Saved data entries
---

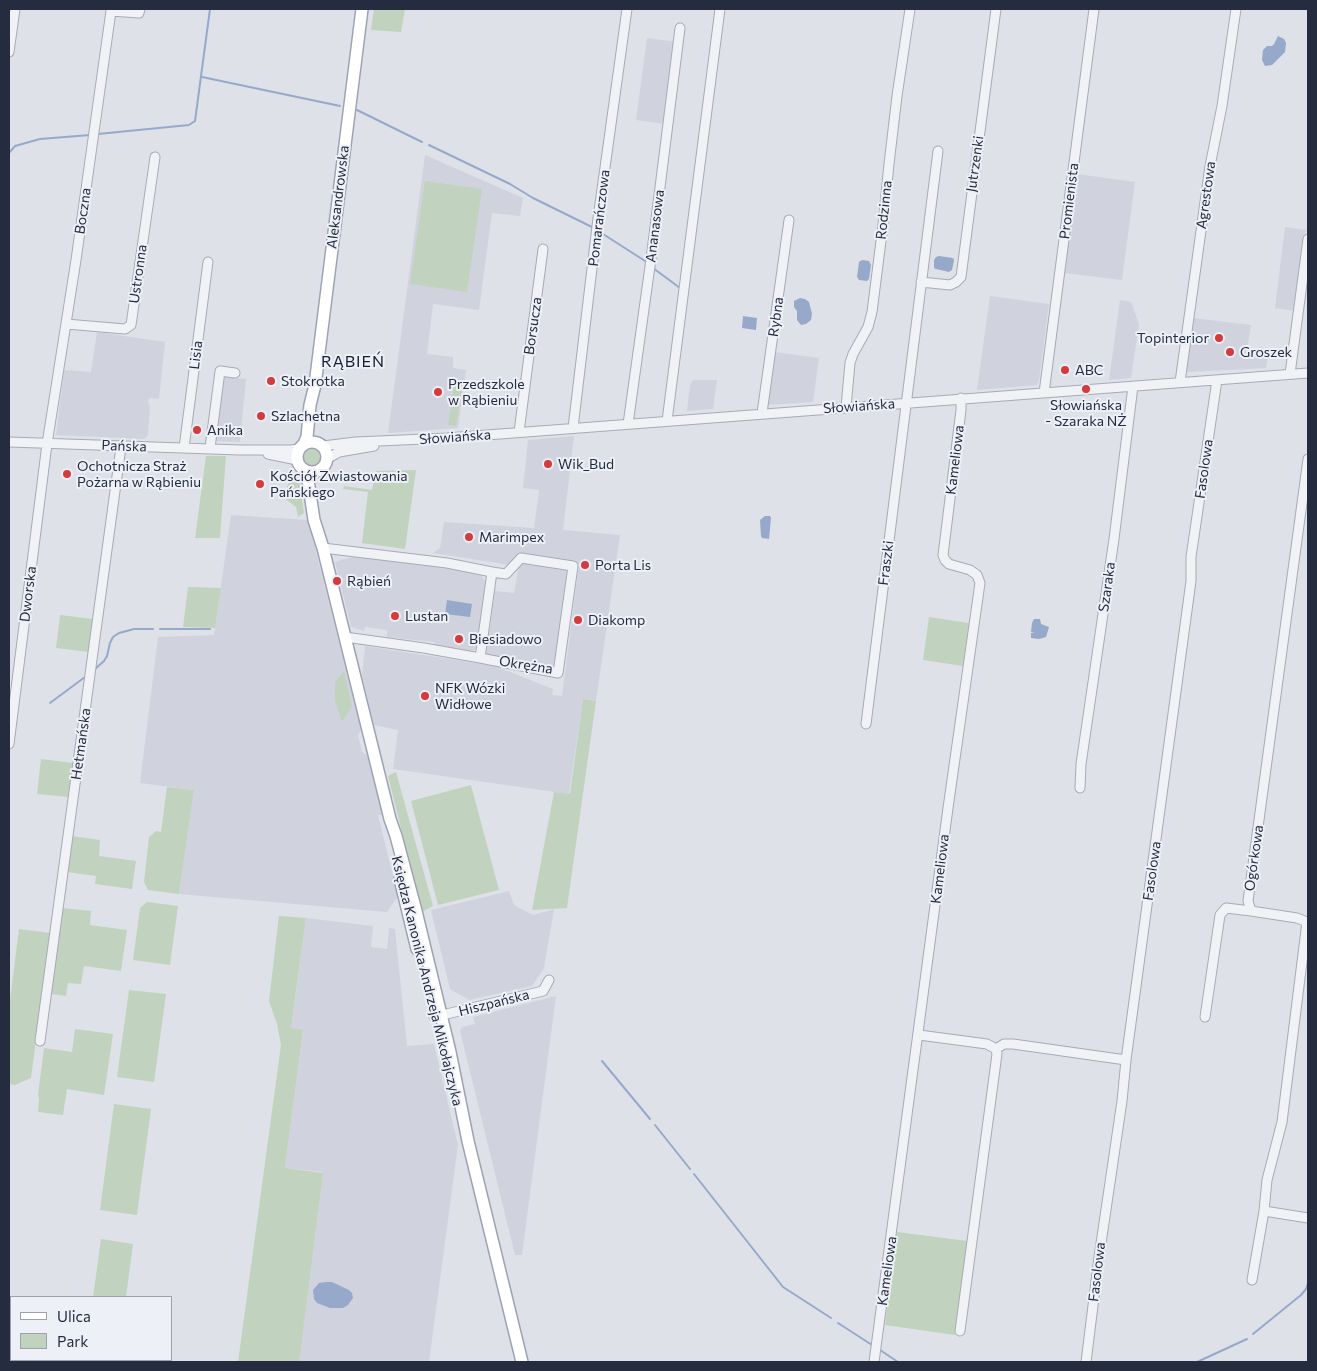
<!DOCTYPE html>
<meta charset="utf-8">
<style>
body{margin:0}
#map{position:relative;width:1317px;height:1371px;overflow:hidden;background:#dee1e8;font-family:Commissioner,sans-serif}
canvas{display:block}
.frame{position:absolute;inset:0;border:10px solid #262c40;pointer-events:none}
.legend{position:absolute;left:10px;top:1296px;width:162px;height:65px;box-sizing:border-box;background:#edf0f6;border:1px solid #9da2ad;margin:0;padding:6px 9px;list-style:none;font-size:15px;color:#262c40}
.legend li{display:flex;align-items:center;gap:10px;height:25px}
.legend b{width:25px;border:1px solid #9da2ad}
</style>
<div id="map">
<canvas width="1317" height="1371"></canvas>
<div class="frame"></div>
<ul class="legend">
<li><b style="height:6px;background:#fff"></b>Ulica</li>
<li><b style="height:14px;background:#c1d3be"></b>Park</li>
</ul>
</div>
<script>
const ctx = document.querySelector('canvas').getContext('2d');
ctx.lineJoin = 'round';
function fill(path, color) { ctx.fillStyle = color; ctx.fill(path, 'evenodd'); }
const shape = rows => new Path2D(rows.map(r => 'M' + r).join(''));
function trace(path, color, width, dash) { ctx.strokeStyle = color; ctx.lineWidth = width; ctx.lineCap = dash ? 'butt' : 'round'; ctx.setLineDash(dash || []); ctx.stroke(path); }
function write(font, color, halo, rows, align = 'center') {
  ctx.font = font + ' Commissioner,sans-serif'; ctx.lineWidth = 4; ctx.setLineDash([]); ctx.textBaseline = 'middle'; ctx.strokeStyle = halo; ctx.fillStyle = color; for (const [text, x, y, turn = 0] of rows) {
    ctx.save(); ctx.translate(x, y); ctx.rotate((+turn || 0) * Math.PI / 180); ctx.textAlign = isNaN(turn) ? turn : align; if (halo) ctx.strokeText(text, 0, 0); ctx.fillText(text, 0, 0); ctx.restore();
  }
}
fill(shape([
 [647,38,677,42,666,124,636,120],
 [425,155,523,198,520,216,492,213,479,310,433,304,427,354,453,357,453,368,466,370,458,428,388,433],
 [1077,174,1135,182,1122,280,1064,273],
 [1285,227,1306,230,1302,243,1294,307,1295,311,1275,308],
 [990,296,1049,304,1039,380,1037,385,977,390],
 [1120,300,1131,302,1139,324,1131,378,1109,380],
 [1193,318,1251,325,1247,350,1269,352,1266,368,1188,372,1185,369],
 [97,332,165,342,159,399,149,398,148,402,150,406,148,435,144,439,56,435,64,370,91,372],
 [774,352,819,358,813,402,767,405],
 [222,376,246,379,240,442,214,441],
 [693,380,717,380,713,409,687,411,690,385],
 [574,436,563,530,620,535,596,701,583,699,569,794,393,769,398,730,374,725,362,675,365,646,495,666,553,689,552,695,562,696,579,564,520,554,510,565,433,553,440,548,444,522,534,528,539,490,523,488,528,440],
 [231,515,308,520,361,730,358,735,362,752,367,755,382,815,378,815,398,896,387,912,179,894,194,790,140,783,158,637,214,635],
 [356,556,479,573,486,582,476,649,471,652,436,646,434,642,387,637,387,630,365,627,364,631,351,627,335,562],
 [523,562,565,568,567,572,555,664,551,669,532,666,529,662,486,655,495,591,514,593,519,565],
 [509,891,514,905,533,915,554,909,544,968,532,986,469,1000,450,989,431,910],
 [306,918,373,926,371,947,387,949,389,928,395,929,407,1046,434,1044,458,1145,429,1362,298,1362,323,1172,285,1168,303,1031,291,1029],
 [556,996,522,1255,515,1255,460,1031,462,1027,475,1024,473,1017]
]), '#d0d3dd');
fill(shape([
 [374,9,405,9,401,32,371,30],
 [425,181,482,189,467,292,410,284],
 [455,380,463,381,456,426,448,425],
 '303 457a10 10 0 1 1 20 0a10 10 0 1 1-20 0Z',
 [206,456,226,456,220,538,195,538],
 [416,470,405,549,362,543,368,492,343,489,344,486,372,490,376,471],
 [293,472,299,479,304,513,298,517,296,507,283,497],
 [188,587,221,588,215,628,183,627],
 [60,615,93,619,89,652,56,648],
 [929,617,969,623,963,666,923,660],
 [344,671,352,706,342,722,335,701,335,682],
 [583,699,596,701,567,908,532,910,554,792,570,794],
 [41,759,73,763,68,797,37,794],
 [396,772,433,906,422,912,388,776],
 [471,785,499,890,438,905,411,801],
 [167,787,194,790,179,894,148,890,144,882,149,837,156,831,161,832],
 [71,836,100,840,99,856,136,861,132,889,95,884,96,876,67,872],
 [147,902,178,906,170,965,133,960,140,908],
 [62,908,91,911,90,925,127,930,121,971,84,966,81,984,68,983,66,996,51,994],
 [279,916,306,918,291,1028,303,1030,285,1168,323,1173,299,1362,238,1362,281,1045,277,1024,269,1001],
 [19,929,50,933,31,1078,15,1085,9,1084,9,1008],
 [129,990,166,994,154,1082,117,1077],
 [75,1029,113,1034,104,1095,67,1089,63,1115,38,1112,39,1099,38,1095,44,1048,72,1052],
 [114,1104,151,1109,137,1215,100,1210],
 [897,1232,967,1241,955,1335,885,1325],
 [101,1239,133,1244,126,1297,93,1297]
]), '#c1d3be');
fill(shape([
 [1278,36,1284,39,1286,43,1285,52,1272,65,1265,66,1262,60,1263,50,1267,46,1272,46,1274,44],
 [939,256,953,258,954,260,952,270,949,272,936,269,934,268,934,260,936,257],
 [862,260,869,261,871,265,869,279,867,281,859,280,857,277,859,262],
 [800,298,805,299,809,302,812,314,811,320,806,324,801,325,797,320,797,311,794,307,794,301],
 [743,316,757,318,756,330,742,328],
 [765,516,770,516,771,518,769,539,762,538,761,536,760,520],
 [447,600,472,604,470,617,445,614],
 [1034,619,1040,619,1041,624,1049,627,1046,637,1039,639,1031,638,1031,633,1035,633,1031,632,1032,623],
 [326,1282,332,1282,349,1290,352,1293,353,1298,348,1305,343,1308,330,1308,317,1303,314,1299,313,1290,319,1283]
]), '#97a9cb');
trace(shape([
 [202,77,340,106],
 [357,110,422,142],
 [98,134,189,125,195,121,210,9],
 [429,145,510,184,533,198,594,228],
 [9,153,15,146,40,139,90,135],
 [603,234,645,261],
 [653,268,680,288],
 [160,629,210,629],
 [95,669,104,661,107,656,110,643,113,637,119,633,134,629,153,629],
 [50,703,85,677],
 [602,1061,650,1119],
 [655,1125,690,1169],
 [694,1174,783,1287,831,1318],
 [838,1323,872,1345],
 [1253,1334,1301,1295,1306,1289,1308,1283],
 [880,1350,898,1362],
 [1197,1362,1247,1339]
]), '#97a9cb', 2);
const minor = shape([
 [9,52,15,9],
 [921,282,950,285,956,282,961,277,996,9],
 [66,324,125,329,131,325,155,157],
 [1290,374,1308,239],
 [1180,382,1210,166,1222,106,1236,9],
 [1044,393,1094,9],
 [846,407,850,363,853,354,868,327,872,312,883,225,889,164,897,96,910,9],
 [762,413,789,220],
 [667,421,720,9],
 [628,424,651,259,680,28],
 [573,428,598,218,627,9],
 [519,432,543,249],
 [9,442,240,450,290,450,300,449],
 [323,446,356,442,447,438,1308,373],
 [184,448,208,262],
 [210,448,220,371,235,373],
 [268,454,297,460],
 [327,459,332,456,339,452,374,446],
 [323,548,447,563,492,572,480,658,424,648,345,637],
 [480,658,558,673,573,566,521,558,506,574,492,572],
 [866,724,938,151],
 [9,744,47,444,76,260,111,11,139,13,140,9],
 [1080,788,1081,764,1114,539,1133,386],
 [1307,922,1297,918,1251,911,1248,901,1308,459],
 [1307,922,1282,1122,1267,1180,1264,1211,1308,1218],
 [434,1017,543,991,549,980],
 [1205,1017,1220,915,1226,908,1251,911],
 [919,1035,987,1044,996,1049,997,1054,960,1331],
 [40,1041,121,447],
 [996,1049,1004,1044,1013,1044,1126,1060],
 [1252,1280,1264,1211],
 [874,1362,948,808,980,583,977,575,970,570,949,564,945,560,943,555,961,410,961,398],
 [1086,1362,1099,1257,1122,1101,1126,1060,1191,581,1191,557,1217,380]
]);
const major = shape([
 '297 457a15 15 0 1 1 30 0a15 15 0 1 1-30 0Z',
 [304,444,307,437,310,405,315,385,362,9],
 [305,470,308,480,314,520,323,548,390,819,396,836,416,911,450,1052,468,1141,522,1362],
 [400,879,417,949]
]);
trace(minor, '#a7abb6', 11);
trace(major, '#9da3b5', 14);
trace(minor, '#f1f2f6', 9);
trace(major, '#fff', 11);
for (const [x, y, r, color] of [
 [1219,338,5,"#d53b3d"],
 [1230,352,5,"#d53b3d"],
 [1065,370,5,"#d53b3d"],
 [271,381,5,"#d53b3d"],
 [1086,389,5,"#d53b3d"],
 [438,392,5,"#d53b3d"],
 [261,416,5,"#d53b3d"],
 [197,430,5,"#d53b3d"],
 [548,464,5,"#d53b3d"],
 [67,474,5,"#d53b3d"],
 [260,484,5,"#d53b3d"],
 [469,537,5,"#d53b3d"],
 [585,565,5,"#d53b3d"],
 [337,581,5,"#d53b3d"],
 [395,616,5,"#d53b3d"],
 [578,620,5,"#d53b3d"],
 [459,639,5,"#d53b3d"],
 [425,696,5,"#d53b3d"]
]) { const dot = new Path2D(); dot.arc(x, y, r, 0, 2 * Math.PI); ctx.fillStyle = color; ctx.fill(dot); trace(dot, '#edf0f6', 2); }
write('14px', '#262c40', '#edf0f6', [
 ["Jutrzenki",975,164,-82],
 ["Agrestowa",1206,195,-82],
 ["Aleksandrowska",338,197,-83],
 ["Promienista",1069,201,-83],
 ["Rodzinna",884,210,-84],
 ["Boczna",83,211,-82],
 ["Pomarańczowa",599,218,-83],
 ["Ananasowa",655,226,-83],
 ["Ustronna",138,274,-82],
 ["Rybna",776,317,-82],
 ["Borsucza",533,326,-82],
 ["Lisia",196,355,-83],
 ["Słowiańska",859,406,-4],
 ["Słowiańska",455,437,-4],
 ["Pańska",124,446,2],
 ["Kameliowa",955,460,-83],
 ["Fasolowa",1204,469,-82],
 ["Fraszki",886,563,-83],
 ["Szaraka",1107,587,-82],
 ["Dworska",28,594,-83],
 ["Okrężna",526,665,9],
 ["Hetmańska",81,744,-82],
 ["Ogórkowa",1254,858,-82],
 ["Kameliowa",940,869,-83],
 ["Fasolowa",1152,871,-82],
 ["Księdza Kanonika Andrzeja Mikołajczyka",427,981,76],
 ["Hiszpańska",494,1003,-14],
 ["Kameliowa",887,1271,-82],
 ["Fasolowa",1097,1272,-83]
]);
write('14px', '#262c40', '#edf0f6', [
 ["Topinterior",1209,338,"right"],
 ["Groszek",1240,352],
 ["ABC",1075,370],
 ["Stokrotka",281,381],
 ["Przedszkole",448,384],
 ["w Rąbieniu",448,400],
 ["Słowiańska",1086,405,"center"],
 ["- Szaraka NŻ",1086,421,"center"],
 ["Szlachetna",271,416],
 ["Anika",207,430],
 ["Wik_Bud",558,464],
 ["Ochotnicza Straż",77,466],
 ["Pożarna w Rąbieniu",77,482],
 ["Kościół Zwiastowania",270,476],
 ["Pańskiego",270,492],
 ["Marimpex",479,537],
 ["Porta Lis",595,565],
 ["Rąbień",347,581],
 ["Lustan",405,616],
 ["Diakomp",588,620],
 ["Biesiadowo",469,639],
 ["NFK Wózki",435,688],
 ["Widłowe",435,704]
], 'left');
ctx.letterSpacing = '1px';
write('16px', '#191d31', '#edf0f6', [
 ["RĄBIEŃ",353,362]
]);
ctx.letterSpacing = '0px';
</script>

---

**Work item**
Repeat the data verbatim through the "function write(font, color, halo, rows, align" line, no pictures.

**Response to the task**
<!DOCTYPE html>
<meta charset="utf-8">
<style>
body{margin:0}
#map{position:relative;width:1317px;height:1371px;overflow:hidden;background:#dee1e8;font-family:Commissioner,sans-serif}
canvas{display:block}
.frame{position:absolute;inset:0;border:10px solid #262c40;pointer-events:none}
.legend{position:absolute;left:10px;top:1296px;width:162px;height:65px;box-sizing:border-box;background:#edf0f6;border:1px solid #9da2ad;margin:0;padding:6px 9px;list-style:none;font-size:15px;color:#262c40}
.legend li{display:flex;align-items:center;gap:10px;height:25px}
.legend b{width:25px;border:1px solid #9da2ad}
</style>
<div id="map">
<canvas width="1317" height="1371"></canvas>
<div class="frame"></div>
<ul class="legend">
<li><b style="height:6px;background:#fff"></b>Ulica</li>
<li><b style="height:14px;background:#c1d3be"></b>Park</li>
</ul>
</div>
<script>
const ctx = document.querySelector('canvas').getContext('2d');
ctx.lineJoin = 'round';
function fill(path, color) { ctx.fillStyle = color; ctx.fill(path, 'evenodd'); }
const shape = rows => new Path2D(rows.map(r => 'M' + r).join(''));
function trace(path, color, width, dash) { ctx.strokeStyle = color; ctx.lineWidth = width; ctx.lineCap = dash ? 'butt' : 'round'; ctx.setLineDash(dash || []); ctx.stroke(path); }
function write(font, color, halo, rows, align = 'center') {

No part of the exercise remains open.